A presidente do BCE acrescentou que a nova ferramenta garantirá “o mais alto nível de privacidade”, uma vez que “por definição, o banco central não terá acesso aos dados pessoais” e permitirá efetuar pagamentos sem conexão “com uma privacidade semelhante à do dinheiro em espécie”.

Além disso, defendeu que o euro digital contribuirá para reduzir as comissões para os comerciantes, especialmente os de menor dimensão, e facilitará que os fornecedores europeus de serviços de pagamento ampliem o alcance das suas soluções em toda a zona euro. “O DINHEIRO CONTINUARÁ A SER MOEDA LEGAL”

Paralelamente, reiterou o apoio do BCE à proposta regulamentar destinada a garantir que o dinheiro em numerário continue a ser acessível e aceite em todos os Estados-Membros da zona euro, insistindo que a versão digital foi concebida como um complemento e não como um substituto do dinheiro em numerário. “O dinheiro em numerário é e continuará a ser moeda corrente legal. Mas num mundo cada vez mais digitalizado, precisamos de poder pagar em todas as circunstâncias. Se não estabelecermos agora um quadro europeu claro, continuaremos a depender de fornecedores não europeus, e isso não é soberania”, afirmou após as intervenções dos eurodeputados. UNIÃO DE POUPANÇAS E INVESTIMENTOS

Lagarde também destacou que a resiliência e a competitividade da economia europeia dependem igualmente do avanço na união de poupanças e investimentos e de uma maior integração dos mercados de capitais, com o objetivo de canalizar de forma mais eficiente o elevado volume de poupanças europeias para projetos produtivos.
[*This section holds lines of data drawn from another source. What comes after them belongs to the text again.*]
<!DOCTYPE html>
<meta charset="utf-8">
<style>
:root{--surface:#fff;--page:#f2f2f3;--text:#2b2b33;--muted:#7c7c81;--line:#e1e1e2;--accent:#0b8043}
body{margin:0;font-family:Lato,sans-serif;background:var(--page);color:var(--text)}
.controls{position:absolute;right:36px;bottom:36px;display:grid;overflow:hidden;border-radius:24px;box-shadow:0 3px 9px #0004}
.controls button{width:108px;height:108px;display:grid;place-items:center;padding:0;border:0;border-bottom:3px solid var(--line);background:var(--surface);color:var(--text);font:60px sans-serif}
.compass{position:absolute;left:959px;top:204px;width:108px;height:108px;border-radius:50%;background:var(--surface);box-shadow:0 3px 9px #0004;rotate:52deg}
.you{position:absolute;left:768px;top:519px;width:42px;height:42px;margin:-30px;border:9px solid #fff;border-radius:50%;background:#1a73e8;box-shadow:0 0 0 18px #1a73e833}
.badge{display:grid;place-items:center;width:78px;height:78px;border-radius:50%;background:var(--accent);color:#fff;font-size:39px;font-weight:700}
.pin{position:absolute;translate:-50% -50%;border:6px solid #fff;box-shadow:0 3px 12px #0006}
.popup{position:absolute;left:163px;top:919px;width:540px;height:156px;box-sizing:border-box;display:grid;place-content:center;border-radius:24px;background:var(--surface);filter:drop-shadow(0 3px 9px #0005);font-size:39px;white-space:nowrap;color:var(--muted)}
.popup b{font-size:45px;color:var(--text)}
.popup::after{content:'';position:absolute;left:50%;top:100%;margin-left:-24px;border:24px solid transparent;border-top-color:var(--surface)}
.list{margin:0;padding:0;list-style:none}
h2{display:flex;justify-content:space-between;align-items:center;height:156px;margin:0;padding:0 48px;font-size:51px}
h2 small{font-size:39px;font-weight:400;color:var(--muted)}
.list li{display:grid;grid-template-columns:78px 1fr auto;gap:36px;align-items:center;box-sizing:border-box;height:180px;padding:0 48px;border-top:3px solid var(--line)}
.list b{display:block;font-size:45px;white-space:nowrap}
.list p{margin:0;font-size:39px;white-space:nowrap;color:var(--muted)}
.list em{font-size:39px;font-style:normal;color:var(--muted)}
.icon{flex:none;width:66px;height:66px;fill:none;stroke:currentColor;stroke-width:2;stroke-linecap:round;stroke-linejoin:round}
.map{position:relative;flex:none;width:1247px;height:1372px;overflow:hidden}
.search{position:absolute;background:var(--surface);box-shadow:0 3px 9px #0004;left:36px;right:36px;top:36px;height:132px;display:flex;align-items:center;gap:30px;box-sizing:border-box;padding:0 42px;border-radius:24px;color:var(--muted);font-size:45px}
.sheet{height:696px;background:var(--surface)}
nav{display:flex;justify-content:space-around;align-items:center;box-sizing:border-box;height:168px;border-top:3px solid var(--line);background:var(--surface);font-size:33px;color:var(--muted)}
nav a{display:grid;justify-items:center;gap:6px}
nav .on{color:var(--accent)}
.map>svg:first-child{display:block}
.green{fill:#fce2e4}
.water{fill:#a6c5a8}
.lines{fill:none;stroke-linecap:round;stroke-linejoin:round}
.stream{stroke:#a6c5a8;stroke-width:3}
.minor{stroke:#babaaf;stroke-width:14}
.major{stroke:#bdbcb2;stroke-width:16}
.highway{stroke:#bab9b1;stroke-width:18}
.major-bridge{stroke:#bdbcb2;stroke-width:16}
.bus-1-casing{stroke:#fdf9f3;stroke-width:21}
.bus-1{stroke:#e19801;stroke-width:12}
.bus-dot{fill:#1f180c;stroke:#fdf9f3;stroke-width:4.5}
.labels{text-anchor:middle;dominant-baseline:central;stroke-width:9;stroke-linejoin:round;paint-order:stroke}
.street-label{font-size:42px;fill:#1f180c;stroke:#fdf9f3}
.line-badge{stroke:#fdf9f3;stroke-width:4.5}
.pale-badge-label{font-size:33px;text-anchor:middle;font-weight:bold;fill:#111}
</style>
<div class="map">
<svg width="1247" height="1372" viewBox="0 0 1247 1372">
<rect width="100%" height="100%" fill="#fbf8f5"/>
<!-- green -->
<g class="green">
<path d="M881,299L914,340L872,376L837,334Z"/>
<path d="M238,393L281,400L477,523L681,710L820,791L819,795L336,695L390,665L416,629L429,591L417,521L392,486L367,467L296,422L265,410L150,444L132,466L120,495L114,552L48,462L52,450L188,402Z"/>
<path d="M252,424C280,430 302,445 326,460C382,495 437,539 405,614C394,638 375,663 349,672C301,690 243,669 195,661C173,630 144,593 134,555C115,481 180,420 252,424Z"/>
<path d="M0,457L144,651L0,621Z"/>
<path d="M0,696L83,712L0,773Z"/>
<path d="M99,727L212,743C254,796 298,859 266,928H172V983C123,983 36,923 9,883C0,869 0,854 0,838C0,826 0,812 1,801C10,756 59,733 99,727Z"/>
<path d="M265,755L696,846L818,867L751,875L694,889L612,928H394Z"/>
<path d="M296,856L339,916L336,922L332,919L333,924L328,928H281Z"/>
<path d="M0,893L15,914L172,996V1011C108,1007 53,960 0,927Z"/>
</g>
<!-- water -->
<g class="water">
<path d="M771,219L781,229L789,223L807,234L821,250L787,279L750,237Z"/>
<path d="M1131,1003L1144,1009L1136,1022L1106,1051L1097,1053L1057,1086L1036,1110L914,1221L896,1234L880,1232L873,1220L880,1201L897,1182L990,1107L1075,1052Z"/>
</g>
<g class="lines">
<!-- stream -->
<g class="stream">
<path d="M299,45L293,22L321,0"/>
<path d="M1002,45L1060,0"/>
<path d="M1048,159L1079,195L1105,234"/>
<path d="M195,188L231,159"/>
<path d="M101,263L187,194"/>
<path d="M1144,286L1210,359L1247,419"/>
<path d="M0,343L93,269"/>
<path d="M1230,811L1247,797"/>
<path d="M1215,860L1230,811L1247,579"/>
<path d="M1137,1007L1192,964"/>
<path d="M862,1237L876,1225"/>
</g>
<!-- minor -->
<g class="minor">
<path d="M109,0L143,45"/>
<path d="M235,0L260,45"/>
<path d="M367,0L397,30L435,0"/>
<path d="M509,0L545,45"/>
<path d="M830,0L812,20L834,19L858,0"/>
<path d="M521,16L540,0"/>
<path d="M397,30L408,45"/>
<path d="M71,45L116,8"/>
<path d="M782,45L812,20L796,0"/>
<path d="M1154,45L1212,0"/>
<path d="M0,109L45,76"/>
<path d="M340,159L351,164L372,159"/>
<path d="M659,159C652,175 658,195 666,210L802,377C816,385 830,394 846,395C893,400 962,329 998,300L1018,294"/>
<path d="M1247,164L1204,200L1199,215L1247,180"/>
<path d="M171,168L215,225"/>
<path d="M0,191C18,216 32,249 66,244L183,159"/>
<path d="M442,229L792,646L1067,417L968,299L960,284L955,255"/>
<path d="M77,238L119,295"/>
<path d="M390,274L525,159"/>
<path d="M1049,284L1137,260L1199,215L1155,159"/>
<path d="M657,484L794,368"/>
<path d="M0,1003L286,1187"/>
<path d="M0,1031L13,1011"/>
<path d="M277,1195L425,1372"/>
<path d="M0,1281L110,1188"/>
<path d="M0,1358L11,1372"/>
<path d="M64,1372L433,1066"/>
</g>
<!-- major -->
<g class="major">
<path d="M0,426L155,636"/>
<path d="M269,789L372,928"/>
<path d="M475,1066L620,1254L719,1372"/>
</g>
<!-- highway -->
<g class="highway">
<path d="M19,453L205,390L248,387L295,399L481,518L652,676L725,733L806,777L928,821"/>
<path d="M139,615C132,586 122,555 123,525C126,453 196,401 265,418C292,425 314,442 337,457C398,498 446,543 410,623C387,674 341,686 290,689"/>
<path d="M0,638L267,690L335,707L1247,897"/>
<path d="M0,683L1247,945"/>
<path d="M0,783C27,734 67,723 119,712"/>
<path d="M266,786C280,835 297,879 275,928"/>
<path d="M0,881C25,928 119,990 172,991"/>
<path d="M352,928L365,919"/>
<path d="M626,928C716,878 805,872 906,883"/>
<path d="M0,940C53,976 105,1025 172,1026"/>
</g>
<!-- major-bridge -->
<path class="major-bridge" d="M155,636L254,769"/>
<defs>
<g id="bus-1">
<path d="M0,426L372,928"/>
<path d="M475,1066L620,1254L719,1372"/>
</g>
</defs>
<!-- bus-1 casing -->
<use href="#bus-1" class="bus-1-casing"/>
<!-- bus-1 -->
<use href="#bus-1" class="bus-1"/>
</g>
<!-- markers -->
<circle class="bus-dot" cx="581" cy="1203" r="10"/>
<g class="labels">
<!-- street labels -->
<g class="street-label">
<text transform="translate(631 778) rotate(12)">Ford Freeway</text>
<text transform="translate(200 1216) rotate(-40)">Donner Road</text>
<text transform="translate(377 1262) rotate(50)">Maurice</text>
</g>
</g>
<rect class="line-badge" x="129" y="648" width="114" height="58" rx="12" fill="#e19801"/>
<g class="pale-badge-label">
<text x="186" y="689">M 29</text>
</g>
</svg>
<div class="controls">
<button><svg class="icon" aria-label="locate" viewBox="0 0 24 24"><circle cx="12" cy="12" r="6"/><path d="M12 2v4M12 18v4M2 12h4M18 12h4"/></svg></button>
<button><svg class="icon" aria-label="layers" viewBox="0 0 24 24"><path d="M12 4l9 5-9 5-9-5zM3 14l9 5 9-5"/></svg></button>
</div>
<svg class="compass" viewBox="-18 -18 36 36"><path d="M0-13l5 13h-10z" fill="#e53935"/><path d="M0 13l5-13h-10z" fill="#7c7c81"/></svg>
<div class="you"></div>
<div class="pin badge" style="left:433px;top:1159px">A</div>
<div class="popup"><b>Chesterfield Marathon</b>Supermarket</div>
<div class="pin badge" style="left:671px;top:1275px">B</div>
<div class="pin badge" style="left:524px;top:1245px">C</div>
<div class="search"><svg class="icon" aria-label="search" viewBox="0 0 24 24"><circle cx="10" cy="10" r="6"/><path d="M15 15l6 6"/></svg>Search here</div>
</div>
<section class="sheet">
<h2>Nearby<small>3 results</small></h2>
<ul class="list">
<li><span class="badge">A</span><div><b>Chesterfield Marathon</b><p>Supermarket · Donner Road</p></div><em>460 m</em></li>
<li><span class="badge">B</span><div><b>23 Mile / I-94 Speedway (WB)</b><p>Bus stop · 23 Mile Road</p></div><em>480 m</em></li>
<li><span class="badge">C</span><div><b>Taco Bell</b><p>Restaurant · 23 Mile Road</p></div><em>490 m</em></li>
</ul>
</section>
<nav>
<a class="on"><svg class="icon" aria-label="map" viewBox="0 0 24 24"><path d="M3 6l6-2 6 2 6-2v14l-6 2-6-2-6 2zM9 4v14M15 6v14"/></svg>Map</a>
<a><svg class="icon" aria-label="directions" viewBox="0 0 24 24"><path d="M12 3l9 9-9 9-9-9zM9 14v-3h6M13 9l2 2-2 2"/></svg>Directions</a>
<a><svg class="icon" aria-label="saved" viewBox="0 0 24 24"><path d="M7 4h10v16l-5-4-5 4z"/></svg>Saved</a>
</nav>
Nesse sentido, alertou que a resiliência e a competitividade da Europa também dependem do fortalecimento do mercado único através da redução de barreiras e fragmentação, bem como do impulso à inovação e à melhoria da produtividade.

Durante sua intervenção, Lagarde também agradeceu o apoio do Parlamento Europeu à autonomia do BCE, que classificou como “essencial” para cumprir seu mandato de estabilidade de preços, especialmente em um momento em que o papel dos bancos centrais “está sendo questionado em algumas partes do mundo”.

No entanto, sublinhou que “independência não significa isolamento” e que deve ser acompanhada por uma prestação de contas constante perante o Parlamento Europeu, através de comparecimentos periódicos, trocas escritas e apresentação do relatório anual.

“O euro é uma âncora de estabilidade e um símbolo poderoso do que a Europa pode alcançar quando trabalhamos juntos”, concluiu a presidente do BCE, reiterando o compromisso da instituição com a estabilidade dos preços e com uma Europa “mais forte e resiliente” num ambiente global incerto. POSIÇÃO DA COMISSÃO EUROPEIA

Por seu lado, o comissário da Economia e Produtividade, Valdis Dombrovskis, apoiou a previsão do BCE e salientou que a economia da zona euro continuará a crescer de forma moderada, apoiada na força do mercado de trabalho e na melhoria das condições de financiamento. “A curto prazo, as perspetivas são encorajadoras”, afirmou.

No entanto, alertou que a UE enfrenta um ambiente mais adverso, marcado pelo aumento do protecionismo e maiores riscos para a segurança econômica. “Precisamos de um sistema de pagamentos mais autônomo na Europa, com soluções interoperáveis e resilientes”, defendeu, sublinhando que reforçar o papel internacional do euro também passa pela integração dos mercados financeiros e pela redução das dependências estratégicas.

Em relação ao euro digital, Dombrovskis considerou que o projeto é “mais importante do que nunca” no atual contexto geopolítico e comemorou os avanços em seu processamento, em linha com o objetivo de fortalecer a resiliência do sistema econômico europeu.